My overall opinion on the paper is positive, but I think that the authors should address some points to make the paper more convincing and reproducible.Below I list my main comments that should be addressed in a revised version.
- The description of the quality of the homogeneous earthquake catalog is missing. The authors refer to the paper Danciu et al (2021), but it would be good to show something about the homogeneity in terms of magnitude. Each agency uses different magnitudes and it could be cumbersome and really challenging to homogenize them. But the homogenization of the magnitudes is essential for the goal of this paper.

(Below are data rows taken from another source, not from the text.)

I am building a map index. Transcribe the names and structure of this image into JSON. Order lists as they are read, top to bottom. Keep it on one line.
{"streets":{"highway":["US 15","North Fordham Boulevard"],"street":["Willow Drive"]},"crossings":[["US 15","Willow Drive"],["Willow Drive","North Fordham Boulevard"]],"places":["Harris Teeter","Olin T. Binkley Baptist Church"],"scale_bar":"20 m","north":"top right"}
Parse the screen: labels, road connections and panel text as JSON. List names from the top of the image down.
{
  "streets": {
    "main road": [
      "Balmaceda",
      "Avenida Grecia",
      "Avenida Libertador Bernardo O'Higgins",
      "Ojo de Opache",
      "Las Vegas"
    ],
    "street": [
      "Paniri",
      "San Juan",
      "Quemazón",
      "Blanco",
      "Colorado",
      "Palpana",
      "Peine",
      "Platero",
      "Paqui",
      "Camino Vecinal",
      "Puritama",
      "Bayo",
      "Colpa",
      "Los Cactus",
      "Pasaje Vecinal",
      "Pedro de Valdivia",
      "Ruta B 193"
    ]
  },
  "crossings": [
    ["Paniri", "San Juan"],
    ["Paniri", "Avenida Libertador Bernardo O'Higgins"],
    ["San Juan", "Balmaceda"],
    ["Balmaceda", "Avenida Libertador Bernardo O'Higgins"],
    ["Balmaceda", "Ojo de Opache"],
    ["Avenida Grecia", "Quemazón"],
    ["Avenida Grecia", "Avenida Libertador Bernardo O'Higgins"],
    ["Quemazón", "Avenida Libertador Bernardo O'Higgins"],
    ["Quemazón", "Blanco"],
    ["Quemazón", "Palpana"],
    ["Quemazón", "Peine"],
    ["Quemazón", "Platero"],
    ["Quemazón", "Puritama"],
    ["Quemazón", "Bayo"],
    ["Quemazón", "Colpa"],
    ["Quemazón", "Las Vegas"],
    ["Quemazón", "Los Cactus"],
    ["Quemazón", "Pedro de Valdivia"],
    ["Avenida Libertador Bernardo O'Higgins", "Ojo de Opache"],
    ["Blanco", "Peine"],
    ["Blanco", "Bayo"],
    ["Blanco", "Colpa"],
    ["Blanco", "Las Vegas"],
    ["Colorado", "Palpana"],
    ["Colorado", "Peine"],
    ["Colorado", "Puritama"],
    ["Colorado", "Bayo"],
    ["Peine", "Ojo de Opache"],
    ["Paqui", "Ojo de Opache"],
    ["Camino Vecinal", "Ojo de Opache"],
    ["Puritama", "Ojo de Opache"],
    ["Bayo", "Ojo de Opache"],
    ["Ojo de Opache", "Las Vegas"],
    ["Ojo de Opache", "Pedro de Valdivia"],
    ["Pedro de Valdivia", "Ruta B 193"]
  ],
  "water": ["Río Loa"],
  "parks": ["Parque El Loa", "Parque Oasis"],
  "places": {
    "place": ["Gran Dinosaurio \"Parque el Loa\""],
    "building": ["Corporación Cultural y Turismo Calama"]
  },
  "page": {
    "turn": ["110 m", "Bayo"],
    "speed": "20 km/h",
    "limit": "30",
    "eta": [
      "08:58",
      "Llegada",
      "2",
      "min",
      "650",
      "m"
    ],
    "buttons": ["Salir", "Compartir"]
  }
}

So, I suggest adding some more quantitative information about the catalogs, including the kind of magnitude adopted and how different magnitudes have been homogenized.- The authors use a binned magnitude of deltaM=0.2. It is not clear to me if this is an average that accounts for uncertainty in very old and very new earthquakes. In this case, the use of a mean value could not be appropriate.

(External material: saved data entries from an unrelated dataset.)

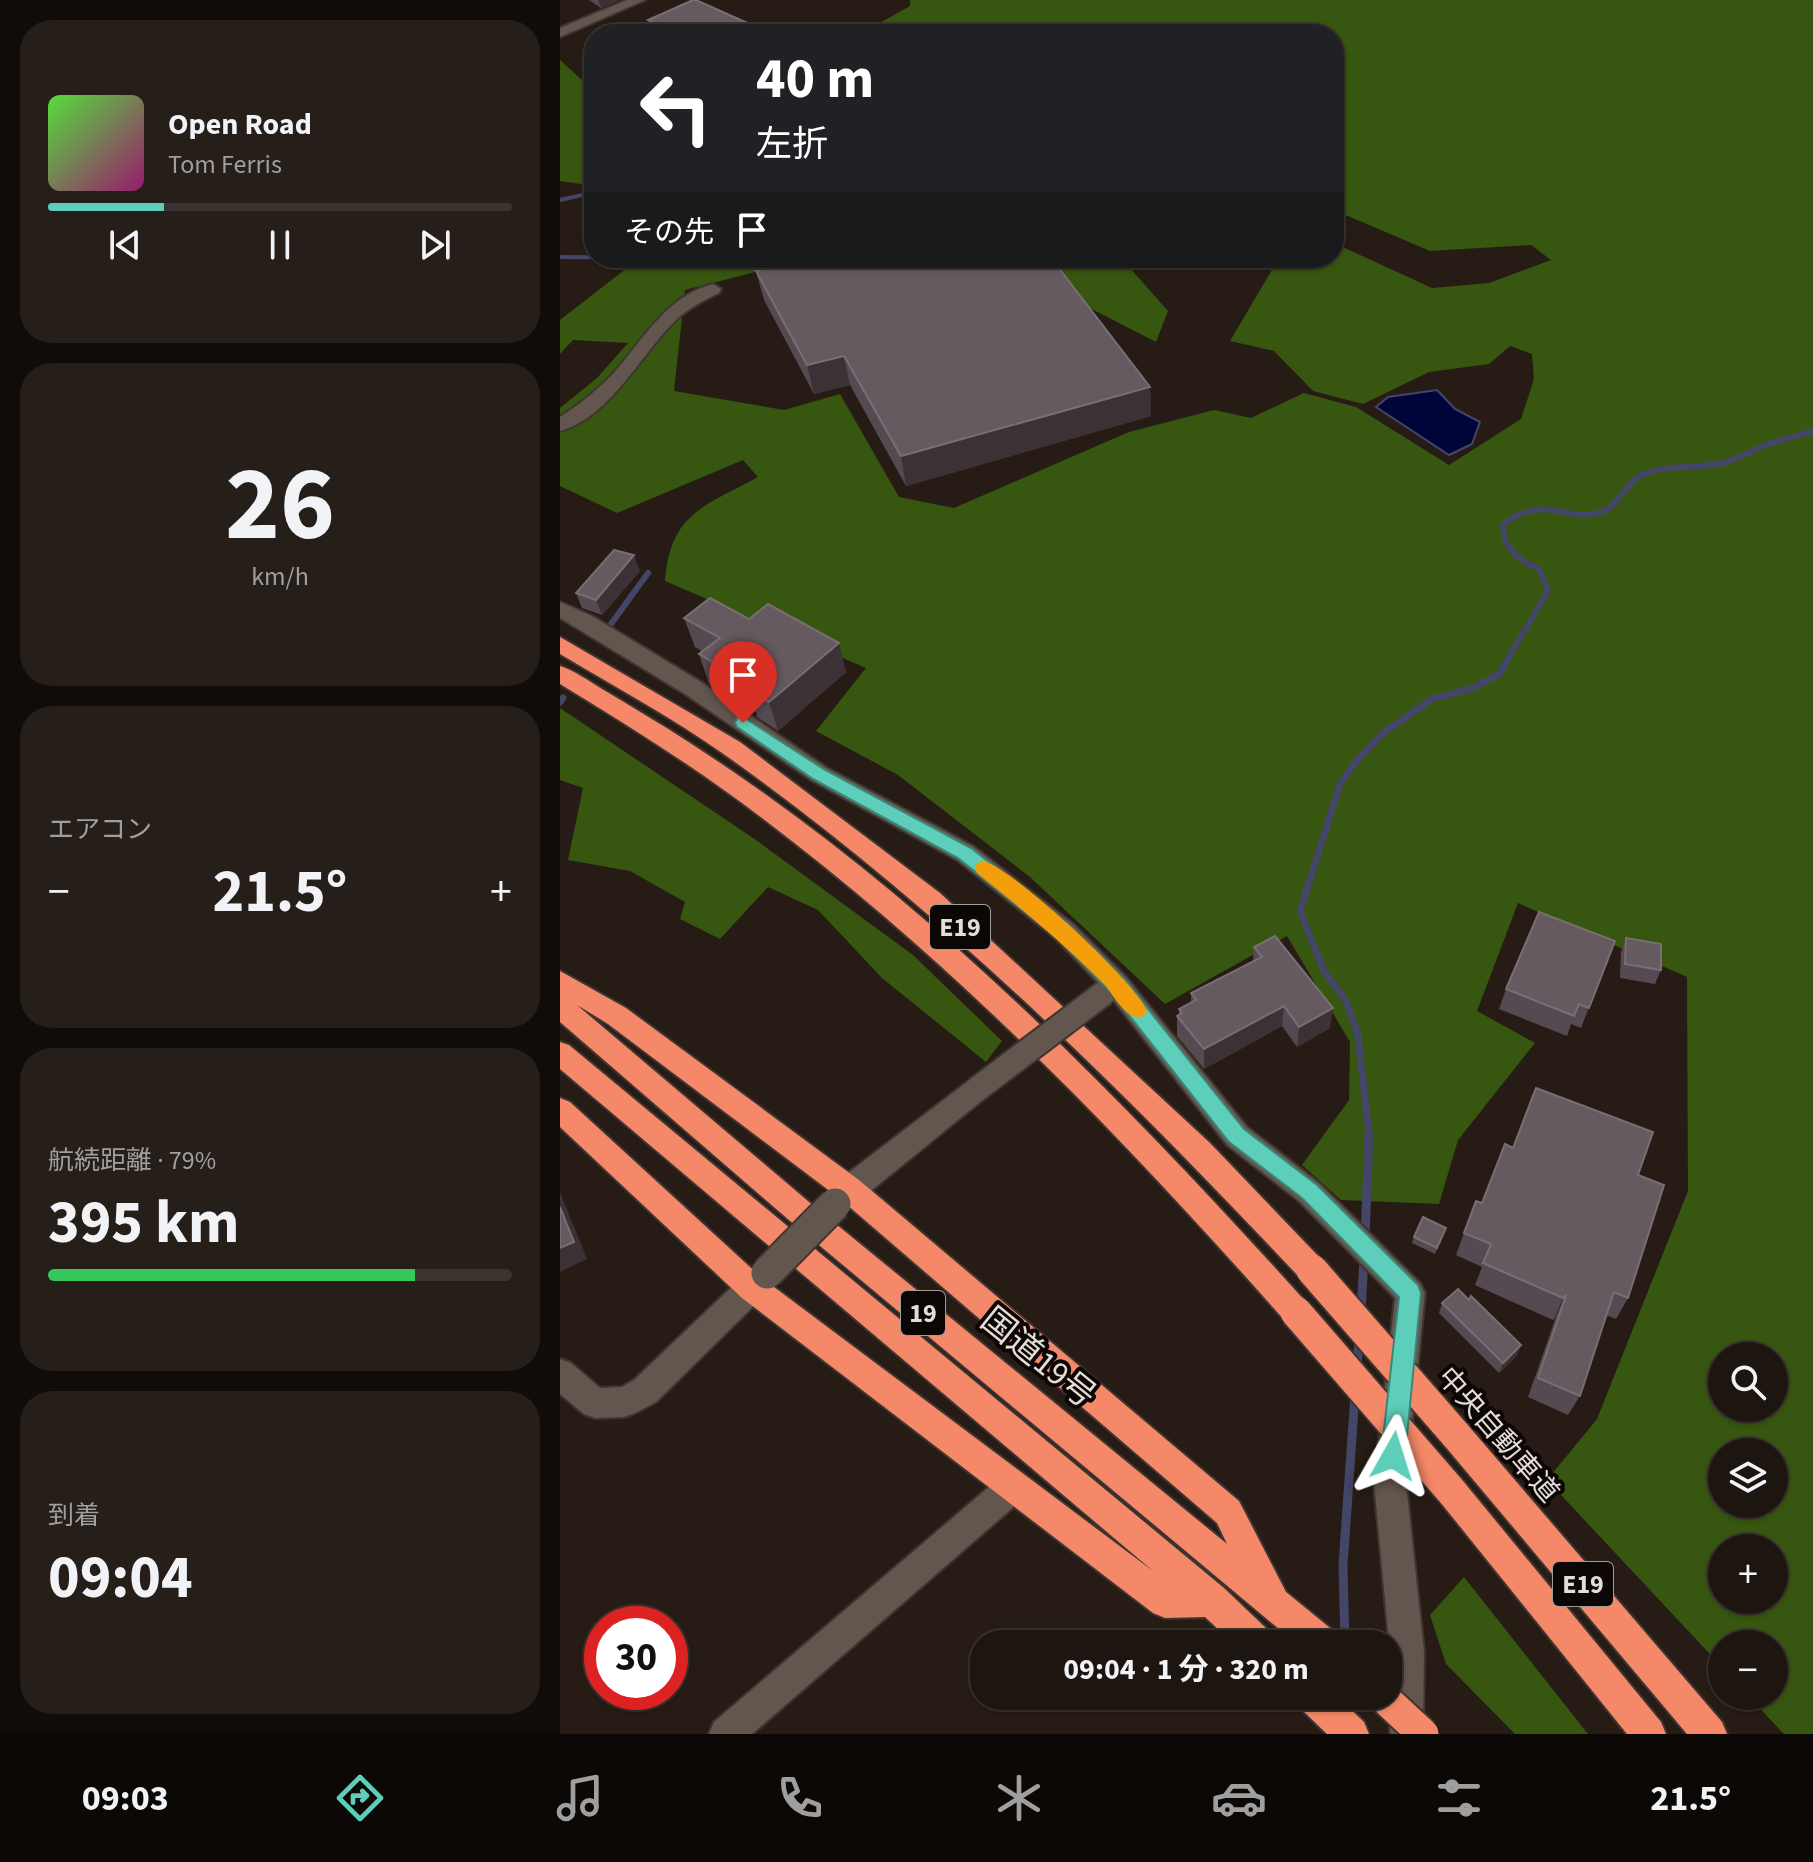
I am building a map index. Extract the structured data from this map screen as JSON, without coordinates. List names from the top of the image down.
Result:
{
  "streets": {
    "highway": [
      "E19",
      "19",
      "国道19号",
      "中央自動車道"
    ]
  },
  "page": {
    "turn": ["40 m", "左折"],
    "song": ["Open Road", "Tom Ferris"],
    "then": "その先",
    "tile": [
      ["26", "km/h"],
      "エアコン",
      ["航続距離 · 79%", "395 km"],
      ["到着", "09:04"]
    ],
    "heat": ["−", "21.5°", "+"],
    "map_buttons": ["+", "−"],
    "limit": "30",
    "trip": "09:04 · 1 分 · 320 m",
    "tabs": ["09:03", "21.5°"]
  }
}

In other words, what is the rationale of this choice (deltaM=0.2)? Moreover, the use of deltaM=0.2 has important consequences in terms of the b-value. Some papers show that the use of binned magnitudes introduce a bias in the b-value calculation. This could be important in simulating data for forecast and testing. Reading the paper, I cannot understand if the same binning has been maintained also for the newer earthquake catalog used for prospective testing. If not, the b-value calculated using deltaM=0.2 could not be appropriate for simulating data that will be binned with a different deltaM.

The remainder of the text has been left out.